The GeoPDP reveals the **true geographic pattern**:
-   We clearly see the **diagonal boundary** dividing the country.
-   Regions on one side are red (high risk), and on the other are blue/green (low risk).
-   This insight was **completely invisible** in the univariate PDPs!

This demonstrates why `geopdp` is essential for models with geographic features: it translates complex spatial interactions into intuitive maps.

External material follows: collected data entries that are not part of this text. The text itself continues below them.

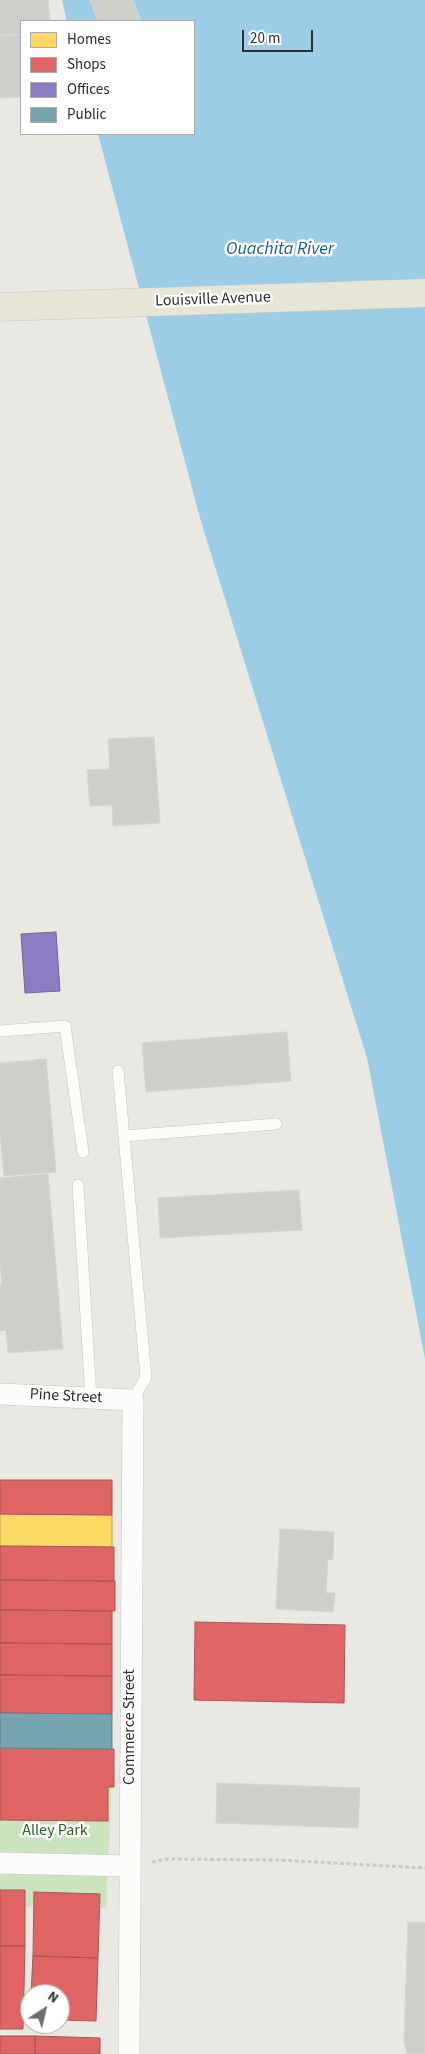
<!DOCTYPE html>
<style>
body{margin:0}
#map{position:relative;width:425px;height:2054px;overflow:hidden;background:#eae8e3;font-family:"Source Sans 3",sans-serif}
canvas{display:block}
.legend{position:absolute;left:20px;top:20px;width:175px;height:115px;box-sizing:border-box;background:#fff;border:1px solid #ababab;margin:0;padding:6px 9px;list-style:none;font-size:15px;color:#2d2d2d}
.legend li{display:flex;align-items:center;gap:10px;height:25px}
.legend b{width:25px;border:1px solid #ababab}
.north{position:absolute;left:20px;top:1984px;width:50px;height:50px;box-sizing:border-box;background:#fff;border:1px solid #ababab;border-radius:50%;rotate:35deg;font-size:14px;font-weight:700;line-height:20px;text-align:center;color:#2d2d2d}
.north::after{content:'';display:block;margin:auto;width:18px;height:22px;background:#6f6e6d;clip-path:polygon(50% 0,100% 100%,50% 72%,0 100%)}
.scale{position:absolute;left:242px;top:30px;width:71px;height:22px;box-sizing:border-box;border:2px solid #2d2d2d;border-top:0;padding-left:6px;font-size:15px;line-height:18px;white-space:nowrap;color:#2d2d2d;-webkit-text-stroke:4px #fff;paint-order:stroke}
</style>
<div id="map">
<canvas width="425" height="2054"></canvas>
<ul class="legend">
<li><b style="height:14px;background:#ffd966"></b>Homes</li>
<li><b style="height:14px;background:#e06666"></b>Shops</li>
<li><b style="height:14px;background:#8e7cc3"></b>Offices</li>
<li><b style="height:14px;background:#76a5af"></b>Public</li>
</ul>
<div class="north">N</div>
<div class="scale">20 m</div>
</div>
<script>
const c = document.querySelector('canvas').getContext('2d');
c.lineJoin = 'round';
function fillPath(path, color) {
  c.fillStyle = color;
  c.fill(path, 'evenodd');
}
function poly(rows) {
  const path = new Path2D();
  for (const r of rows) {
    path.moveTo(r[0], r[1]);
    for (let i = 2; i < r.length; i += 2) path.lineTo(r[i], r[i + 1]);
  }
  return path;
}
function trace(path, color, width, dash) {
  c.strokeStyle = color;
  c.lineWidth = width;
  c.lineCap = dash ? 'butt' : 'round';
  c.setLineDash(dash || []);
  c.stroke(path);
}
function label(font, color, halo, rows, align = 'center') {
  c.font = font + ' "Source Sans 3",sans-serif';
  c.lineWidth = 5;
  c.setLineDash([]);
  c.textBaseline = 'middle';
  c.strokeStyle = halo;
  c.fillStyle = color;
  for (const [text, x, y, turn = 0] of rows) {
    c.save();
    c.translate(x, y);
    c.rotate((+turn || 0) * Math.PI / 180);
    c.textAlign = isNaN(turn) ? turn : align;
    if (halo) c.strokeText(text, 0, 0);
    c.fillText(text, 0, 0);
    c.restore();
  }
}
const green = poly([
 [0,1776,112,1776,106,1908,0,1906]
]);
const water = poly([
 [62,0,425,0,425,1359,367,1058,200,518,98,134,194,134,194,21,67,21]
]);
const homes = poly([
 [0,1514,112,1515,112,1547,0,1546,0,1514]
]);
const shops = poly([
 [0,1480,112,1480,112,1515,0,1514,0,1480],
 [0,1546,114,1547,114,1581,0,1580,0,1546],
 [0,1580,115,1581,115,1611,0,1610,0,1580],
 [0,1610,112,1611,112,1644,0,1643,0,1610],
 [195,1622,345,1625,344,1703,194,1700,195,1622],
 [0,1643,112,1644,112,1676,0,1675,0,1643],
 [0,1675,112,1676,112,1714,0,1713,0,1675],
 [0,1748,114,1749,114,1787,108,1787,108,1821,0,1820,0,1748],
 [0,1890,25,1890,25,1946,0,1946,0,1890],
 [34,1892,100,1894,98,1958,33,1956,34,1892],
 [0,1946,25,1946,23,2029,0,2029,0,1946],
 [33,1956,98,1958,96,2021,60,2020,60,1994,31,1994,33,1956],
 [0,2036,35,2036,35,2054,0,2054,0,2036],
 [35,2036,100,2038,100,2054,35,2054,35,2036]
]);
const offices = poly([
 [56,932,60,991,25,993,21,934,56,932]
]);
const public = poly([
 [0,1713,112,1714,112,1749,0,1748,0,1713]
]);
const building = poly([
 [0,0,48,0,50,21,21,21,21,34,0,35,0,0],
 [90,0,133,0,141,21,98,21,90,0],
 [21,35,21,97,0,98,0,36,21,35],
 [154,737,160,823,113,826,112,805,90,806,87,770,110,769,108,739,154,737],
 [287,1032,291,1081,146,1092,142,1043,287,1032],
 [46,1059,56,1172,4,1176,0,1134,0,1063,46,1059],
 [48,1174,63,1349,8,1353,6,1330,0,1331,0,1284,2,1284,0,1262,0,1178,48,1174],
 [299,1190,302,1230,160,1238,158,1198,299,1190],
 [280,1529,334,1532,333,1560,328,1559,326,1593,335,1593,333,1612,276,1609,280,1529],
 [217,1783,360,1788,358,1828,216,1823,217,1783],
 [408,1922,425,1923,425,2054,407,2054,404,2040,408,1922]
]);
const path = poly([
 [152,1862,166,1859,278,1860,425,1868]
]);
const lane = poly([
 [0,1031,65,1026,83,1152],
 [118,1071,146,1377,133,1400],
 [124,1136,276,1124],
 [78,1185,91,1398]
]);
const street = poly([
 [0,1394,133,1400,129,2054],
 [0,1863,129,1866]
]);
const primary = poly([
 [0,307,425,293]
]);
const streetNames = [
 ["Louisville Avenue",213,300,-2],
 ["Pine Street",66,1397,3],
 ["Commerce Street",130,1727,-90]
];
const parkNames = [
 ["Alley Park",55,1831]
];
const waterNames = [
 ["Ouachita River",280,250]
];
fillPath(green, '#cae4be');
fillPath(water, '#9bcde7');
fillPath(homes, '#ffd966');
trace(homes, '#c0a555', 1);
fillPath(shops, '#e06666');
trace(shops, '#a55', 1);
fillPath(offices, '#8e7cc3');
trace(offices, '#716496', 1);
fillPath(public, '#76a5af');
trace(public, '#608188', 1);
fillPath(building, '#cfceca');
trace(building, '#d5d4cf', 1);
trace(lane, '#c4c4c3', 12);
trace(street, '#c4c4c3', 22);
trace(primary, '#c6c5c3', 29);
trace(path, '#c8c8c8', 3, [4, 2.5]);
trace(lane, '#fcfcfb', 11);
trace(street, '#fcfcfb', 21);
trace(primary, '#e7e5d6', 28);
label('16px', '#2d2d2d', '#fff', streetNames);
label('16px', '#27681f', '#fff', parkNames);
label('italic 18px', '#155f99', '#fff', waterNames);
</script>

## Bonus: Geometry Simplification

For faster rendering, we can simplify the GeoJSON. Zooming in will show the effect of the simplification.

In [None]:
from geopdp.geometry import simplify_geojson
from geopdp.visualization import compare_geojson_geometry

# Simplify
simplified_gdf = simplify_geojson(TANZANIA_GEOJSON, tolerance=0.05, precision=0.001)

# Compare
fig = compare_geojson_geometry(
    TANZANIA_GEOJSON, simplified_gdf, title="Geometry Simplification Comparison"
)
fig.show()

## Summary

This demo showed:
1.  **Synthetic Data Generation**: Creating a dataset with a sharp, realistic geographic risk boundary.
2.  **Model Training**: Using Gradient Boosting to accurately learn non-linear spatial patterns.
3.  **Univariate PDPs**: Showing marginal effects of longitude and latitude (which miss the diagonal interaction).
4.  **GeoPDP**: Revealing the true diagonal risk boundary on a map, providing clear and actionable geographic insights.

**Key Insight**: Spatial PDPs are essential for interpreting models with geographic features!